No one should pretend that there are any easy one-size-fits-all answers floating around. One of the drawbacks of living in a free society is that the issue Erika Christakis raised at Yale is true; sometimes people behave in ways that are "a little bit obnoxious." Sometimes they're horribly obnoxious, and sometimes one person's "obnoxious" is another's definition of "art" or "freedom." All the more reason to hold the kinds of dialogue Christakis advocated.

But here's some hope. Community standards and peer pressure can advance social justice. At the very least, they refuse to allow obnoxious behaviors to be swept out of sight. Think of the principled stands taken by (some) 19th century abolitionists, by Gandhi, or by Dr. Martin Luther King. Did they topple injustice on their own? History tells us that it took the Civil War to end slavery, that World War II eroded colonialism, and that individuals more radical than Dr. King also played key roles in advancing civil rights. Often, progress is slow, confusing, and (alas!) sometimes violent. But it doesn't have to be.
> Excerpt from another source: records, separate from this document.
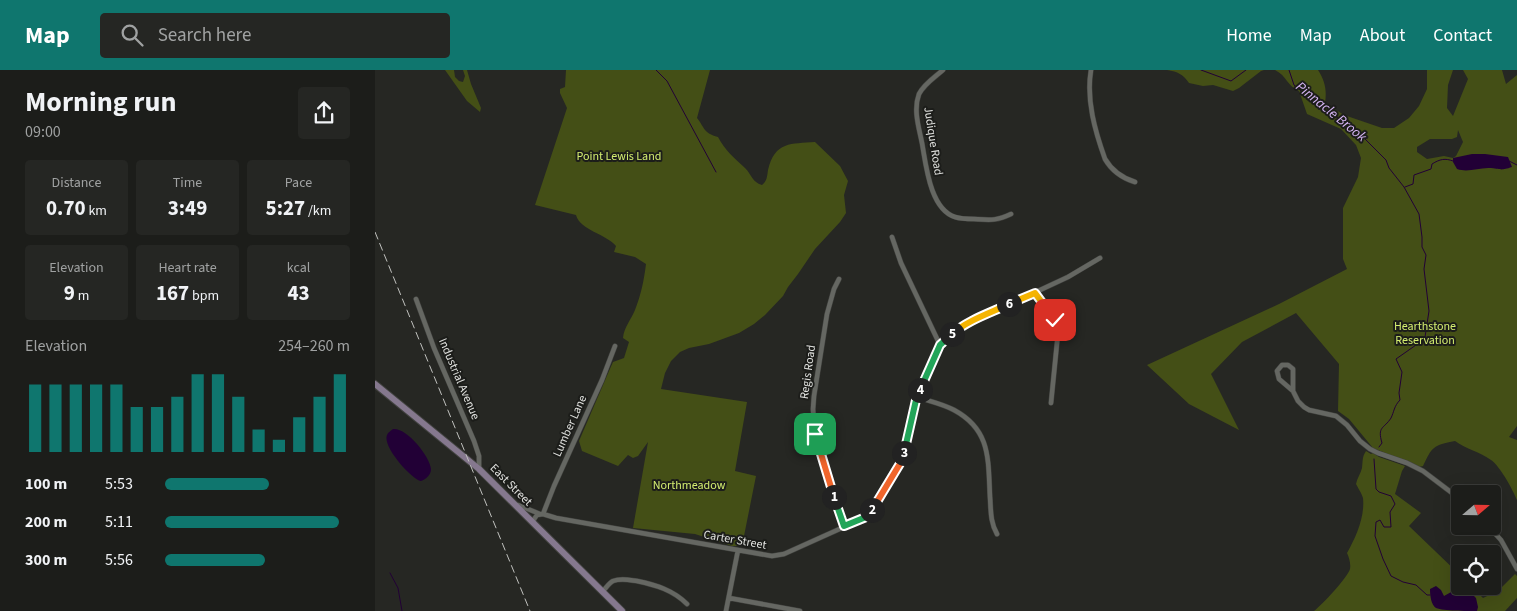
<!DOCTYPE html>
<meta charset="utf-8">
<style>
body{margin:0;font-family:"Source Sans 3",sans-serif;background:#252623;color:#f1f3f6;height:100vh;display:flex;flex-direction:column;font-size:19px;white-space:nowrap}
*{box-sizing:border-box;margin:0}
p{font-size:16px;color:#a0a2a2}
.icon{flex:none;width:28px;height:28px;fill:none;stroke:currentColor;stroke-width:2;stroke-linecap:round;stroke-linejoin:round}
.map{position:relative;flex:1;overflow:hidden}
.panel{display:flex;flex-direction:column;background:#1c1d1a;width:375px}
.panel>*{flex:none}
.needle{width:32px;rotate:70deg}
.tools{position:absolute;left:1076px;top:415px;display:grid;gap:10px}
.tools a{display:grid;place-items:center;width:50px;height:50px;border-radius:5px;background:#1c1d1a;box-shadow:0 5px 20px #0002,0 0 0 1px #3a3b39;font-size:25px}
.pin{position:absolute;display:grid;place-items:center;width:42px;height:42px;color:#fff;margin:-21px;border-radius:10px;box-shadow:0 2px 8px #0006}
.km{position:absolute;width:25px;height:25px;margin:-12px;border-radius:50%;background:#222;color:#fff;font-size:14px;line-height:25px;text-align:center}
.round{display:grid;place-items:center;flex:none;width:52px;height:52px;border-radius:5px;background:#252623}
.overview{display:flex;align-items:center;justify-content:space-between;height:85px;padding:0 25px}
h1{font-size:28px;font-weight:700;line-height:38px}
.figures{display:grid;grid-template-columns:repeat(3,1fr);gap:8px;height:85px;padding:5px 25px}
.figures div{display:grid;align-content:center;border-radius:5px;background:#252623;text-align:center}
.figures b{font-size:21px;font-weight:700}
.figures small{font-size:14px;font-weight:400}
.figures p{font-size:14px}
.chart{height:140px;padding:10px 25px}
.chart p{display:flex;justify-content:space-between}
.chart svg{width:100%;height:90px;margin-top:5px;stroke:#0f766e;stroke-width:6}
ul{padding:0 25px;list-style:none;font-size:16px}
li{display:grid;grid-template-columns:80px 60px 1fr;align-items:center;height:38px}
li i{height:12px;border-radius:6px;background:#0f766e}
header{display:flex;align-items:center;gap:30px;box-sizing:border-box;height:70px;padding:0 25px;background:#0f766e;color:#fff}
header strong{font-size:24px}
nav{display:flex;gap:28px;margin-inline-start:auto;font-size:18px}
.search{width:350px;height:45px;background:#252623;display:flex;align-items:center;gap:12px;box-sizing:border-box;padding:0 18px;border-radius:5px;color:#a0a2a2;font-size:19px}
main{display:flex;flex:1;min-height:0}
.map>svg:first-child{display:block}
.green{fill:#444f16;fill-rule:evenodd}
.water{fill:#220036}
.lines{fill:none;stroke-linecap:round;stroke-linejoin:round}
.stream{stroke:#220036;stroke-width:1}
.street-casing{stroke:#41423f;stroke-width:5.5}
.secondary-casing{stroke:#41423f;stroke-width:8}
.street{stroke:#656762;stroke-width:4.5}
.secondary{stroke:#85788e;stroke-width:6}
.rail{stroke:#c1c2bf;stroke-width:1;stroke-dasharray:8 4;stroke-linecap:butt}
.split-1-casing{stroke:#fff;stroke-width:10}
.split-2-casing{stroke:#fff;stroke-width:10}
.split-3-casing{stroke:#fff;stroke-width:10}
.split-4-casing{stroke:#fff;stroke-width:10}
.split-5-casing{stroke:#fff;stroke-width:10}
.split-6-casing{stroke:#fff;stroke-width:10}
.split-7-casing{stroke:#fff;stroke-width:10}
.split-1{stroke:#f0652b;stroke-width:6}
.split-2{stroke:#22a559;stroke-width:6}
.split-3{stroke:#f0652b;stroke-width:6}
.split-4{stroke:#22a559;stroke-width:6}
.split-5{stroke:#22a559;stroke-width:6}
.split-6{stroke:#f5b400;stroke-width:6}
.split-7{stroke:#f5b400;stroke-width:6}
.labels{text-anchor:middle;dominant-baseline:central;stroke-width:4;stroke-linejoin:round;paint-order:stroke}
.street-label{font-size:12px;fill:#e1e2df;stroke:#1c1d1a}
.park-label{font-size:12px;fill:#d4ee70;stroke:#1c1d1a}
.water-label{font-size:14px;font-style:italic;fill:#d7b6f5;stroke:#1c1d1a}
</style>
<header>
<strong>Map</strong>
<div class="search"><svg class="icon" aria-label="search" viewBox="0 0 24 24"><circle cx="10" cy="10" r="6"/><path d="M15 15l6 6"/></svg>Search here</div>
<nav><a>Home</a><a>Map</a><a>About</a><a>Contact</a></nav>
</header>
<main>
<section class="panel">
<div class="overview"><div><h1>Morning run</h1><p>09:00</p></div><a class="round"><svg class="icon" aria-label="share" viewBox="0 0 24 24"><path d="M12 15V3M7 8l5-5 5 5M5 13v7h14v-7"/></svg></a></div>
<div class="figures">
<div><p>Distance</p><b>0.70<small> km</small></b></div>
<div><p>Time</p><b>3:49</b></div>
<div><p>Pace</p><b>5:27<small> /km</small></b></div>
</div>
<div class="figures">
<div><p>Elevation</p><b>9<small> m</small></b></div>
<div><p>Heart rate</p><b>167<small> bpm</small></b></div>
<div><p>kcal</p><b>43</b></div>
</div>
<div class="chart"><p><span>Elevation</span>254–260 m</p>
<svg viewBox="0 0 160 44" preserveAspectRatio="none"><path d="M5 44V11M15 44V11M25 44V11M35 44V11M45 44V11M55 44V22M65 44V22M75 44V17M85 44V6M95 44V6M105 44V17M115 44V33M125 44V38M135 44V27M145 44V17M155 44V6"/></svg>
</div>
<ul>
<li><b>100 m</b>5:53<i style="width:56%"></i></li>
<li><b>200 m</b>5:11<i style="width:94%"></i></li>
<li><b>300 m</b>5:56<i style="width:54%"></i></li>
</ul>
</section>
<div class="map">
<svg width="1142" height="541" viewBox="0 0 1142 541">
<rect width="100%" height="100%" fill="#262723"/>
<path class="green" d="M70,0H79L80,7L84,11L88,12L90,6L88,0H92L96,14L106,38L105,42L92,31Z
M191,0H335L322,48C330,58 328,63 343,67C350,80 359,88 370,98C377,105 377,112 387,115C392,111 392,107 393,100C400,71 416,74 440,72L465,96L473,111L469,125L471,143L465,152L440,179L423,204L413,217L408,226L390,245L379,254L364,263L334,274L314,278L305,282L296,291L290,303L286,319L372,332L360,401L381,406L367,476H357L320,464L258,458L273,372L263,386L258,388L253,385L243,396L207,381L204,371L234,301L238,292L249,288L254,272L248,268C249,257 256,250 260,240C266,225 269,210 271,194L260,187L239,182L241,176C231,164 205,160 201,145L160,135L192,38L185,23V19L190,17Z
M792,0H889L886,1L864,18L858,21L838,15L828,16L814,13C808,4 803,2 792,0Z
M900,0H943C950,11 952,20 950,33L969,45L1007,58H1019L1034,48L1044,36L1052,19V0H1078L1073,15L1072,38L1078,46L1093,9L1088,0H1127L1131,14L1142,5V356L1134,367L1142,370V430C1138,420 1125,396 1116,390C1105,382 1091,379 1080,371C1058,375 1057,377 1048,396L1044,397L998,378L974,349L963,341L964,294L921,243L867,272L836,304L864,360L814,334L772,295L904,234L972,199L968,189V138L983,107L986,88L981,75L966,59L932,44L924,21C912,16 912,6 900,0ZM1083,60L1088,72L1081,86L1078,88L1069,86L1052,89L1042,82V77L1055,69H1077L1082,67Z
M991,381L996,384L998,383L1004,387L1030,396L1027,401L1020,424L1046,443L1034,456L1085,505V516H1096L1108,528L1123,521L1140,504L1142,506V528L1130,541H939C947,535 973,507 975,499C976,494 974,487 972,483C981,467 990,447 988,428C987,424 983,418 981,414C982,408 986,403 987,398C988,390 987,387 991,381Z"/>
<path class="water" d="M1097,84H1110L1133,87L1137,97C1125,101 1127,99 1116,98C1104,97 1094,103 1082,99L1078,92V88Z
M18,359C31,357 55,386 56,399C56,405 51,409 46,411C36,409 7,376 12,365C13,362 16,361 18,359Z
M1061,516L1066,520L1069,526L1078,521L1085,525L1096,523L1101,528L1103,537L1102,541C1091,541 1069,541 1061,538C1056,535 1055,525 1055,519Z"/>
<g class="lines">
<path class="stream" d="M281,0L292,11L341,102
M826,0L856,11L871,0
M914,0L919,15L949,40L971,52L981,60L1011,90L1014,98L1029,117L1044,144L1047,167V177L1051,185L1049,199L1054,241L1050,267L1041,275L1021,289L1027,302L1024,323L1025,330C1019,336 1019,342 1016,348C1009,359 1002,356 1007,373L1004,377
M1134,91L1142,95
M1030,117L1038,114L1039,105L1056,99L1057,94C1065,89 1070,88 1078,91
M999,389L1001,419L1004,422L1016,426L1020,434L1015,442L1016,457H1009L1005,450L1001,452L1000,466L1008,489L1016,506L1028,512L1041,515L1052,525H1055
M15,503L23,518L27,541"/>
<g class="street-casing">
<path id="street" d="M568,0C560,7 549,14 544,24C538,40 544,58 547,73C551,95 555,139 580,147C586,149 593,149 599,149C616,150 621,151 636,144
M716,0C711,30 720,61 730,89C737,101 747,108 760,112
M464,209L459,219L452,244L439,326L438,339L439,354L443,376L469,456
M660,223L680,250L683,263L676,333
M41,229L59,278L99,371L104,386V399
M565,275L584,258L693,207L725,188
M918,321V299L913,295H907L902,301L904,309L918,321L923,331L929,337L934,340L961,346L972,355L985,371L995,379L1003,383L1032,393L1048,401L1085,429
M542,327C554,331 568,334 579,340C616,360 613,389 615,427C616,440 615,452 622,464
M143,435L165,444
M168,444L179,416L227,310L240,276
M157,452L162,445L168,444L181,448L397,486L409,484L489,448L497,440L526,392L543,322L565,275L526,193L517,167
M1113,456L1126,470L1142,499
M227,522C231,518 234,513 238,511C246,508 254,510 262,511C281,515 298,520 312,534
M354,528L425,541
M351,541L363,480"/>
</g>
<g class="secondary-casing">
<path id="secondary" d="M0,314L104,399L247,541"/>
</g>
<use href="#street" class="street"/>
<use href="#secondary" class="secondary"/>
<path class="rail" d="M0,162L155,541"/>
</g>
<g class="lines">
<g class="split-1-casing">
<path id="split-1" d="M440,364L459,427"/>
</g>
<g class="split-2-casing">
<path id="split-2" d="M459,427L469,456L491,447L497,440"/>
</g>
<g class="split-3-casing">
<path id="split-3" d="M497,440L526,392L529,383"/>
</g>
<g class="split-4-casing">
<path id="split-4" d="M529,383L541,330L545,320"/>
</g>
<g class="split-5-casing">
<path id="split-5" d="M545,320L565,275L577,264"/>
</g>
<g class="split-6-casing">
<path id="split-6" d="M577,264C593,250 615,243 634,234"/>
</g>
<g class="split-7-casing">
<path id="split-7" d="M634,234L660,223L680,250"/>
</g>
<use href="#split-1" class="split-1"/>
<use href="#split-2" class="split-2"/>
<use href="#split-3" class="split-3"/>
<use href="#split-4" class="split-4"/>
<use href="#split-5" class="split-5"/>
<use href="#split-6" class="split-6"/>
<use href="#split-7" class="split-7"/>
</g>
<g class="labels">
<g class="street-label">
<text transform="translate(558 71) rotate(81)">Judique Road</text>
<text transform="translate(433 302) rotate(-82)">Regis Road</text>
<text transform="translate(84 309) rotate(67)">Industrial Avenue</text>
<text transform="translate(195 356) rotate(-66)">Lumber Lane</text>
<text transform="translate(136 415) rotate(45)">East Street</text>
<text transform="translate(360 470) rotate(10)">Carter Street</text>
</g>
<g class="park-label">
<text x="244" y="86">Point Lewis Land</text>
<text x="1050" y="256">Hearthstone<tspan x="1050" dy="14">Reservation</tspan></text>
<text x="314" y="415">Northmeadow</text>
</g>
<g class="water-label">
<text transform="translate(956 42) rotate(39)">Pinnacle Brook</text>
</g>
</g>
</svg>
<div class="tools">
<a><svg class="needle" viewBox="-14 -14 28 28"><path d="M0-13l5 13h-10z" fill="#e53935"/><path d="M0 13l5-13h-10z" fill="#a0a2a2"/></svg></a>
<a><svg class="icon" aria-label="locate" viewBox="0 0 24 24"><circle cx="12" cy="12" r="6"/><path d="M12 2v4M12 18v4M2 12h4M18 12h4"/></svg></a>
</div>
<div class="pin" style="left:440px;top:364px;background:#1e9e55"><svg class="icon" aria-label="arrive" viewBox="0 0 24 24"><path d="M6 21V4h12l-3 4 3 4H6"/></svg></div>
<div class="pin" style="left:680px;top:250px;background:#d93025"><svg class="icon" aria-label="check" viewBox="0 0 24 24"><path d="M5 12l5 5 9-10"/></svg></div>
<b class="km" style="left:459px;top:427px">1</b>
<b class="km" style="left:497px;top:440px">2</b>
<b class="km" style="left:529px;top:383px">3</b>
<b class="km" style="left:545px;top:320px">4</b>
<b class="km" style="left:577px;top:264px">5</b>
<b class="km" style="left:634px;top:234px">6</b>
</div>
</main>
You will recall that South Carolina removed the Confederate flag in July in response to Dylan Roof's murderous racist rampage. It didn't take that sort of horror in Williamsburg, Massachusetts, where a local sheet-metal shop owner fabricated a painted tin Confederate flag to protest South Carolina's decision. The reaction against him was so swift and strong that his tune changed quickly and repeatedly–from a defense of "free speech" to complaints over the "PC police" to a feeble "It's only a decoration." Nobody denied his right to display the flag; they simply let the owner know they found him uncivil, insensitive, and ignorant. Neighbors applied peer pressure, the local paper was filled with condemnatory letters to the editor, petitions flew, and online chat boards lit up like a welder's torch. The clincher came in the form of a call to boycott the business; the flag came down after the owner's face-saving claim to have made his point. Was the result one of psychological extortion, or community standards at their moral best? The latter, I think. I'm absolutely certain, though, that it's a great argument for increased dialogue. If, for no other reason, when we talk about issues, we put our energy into problem-solving rather than destructiveness.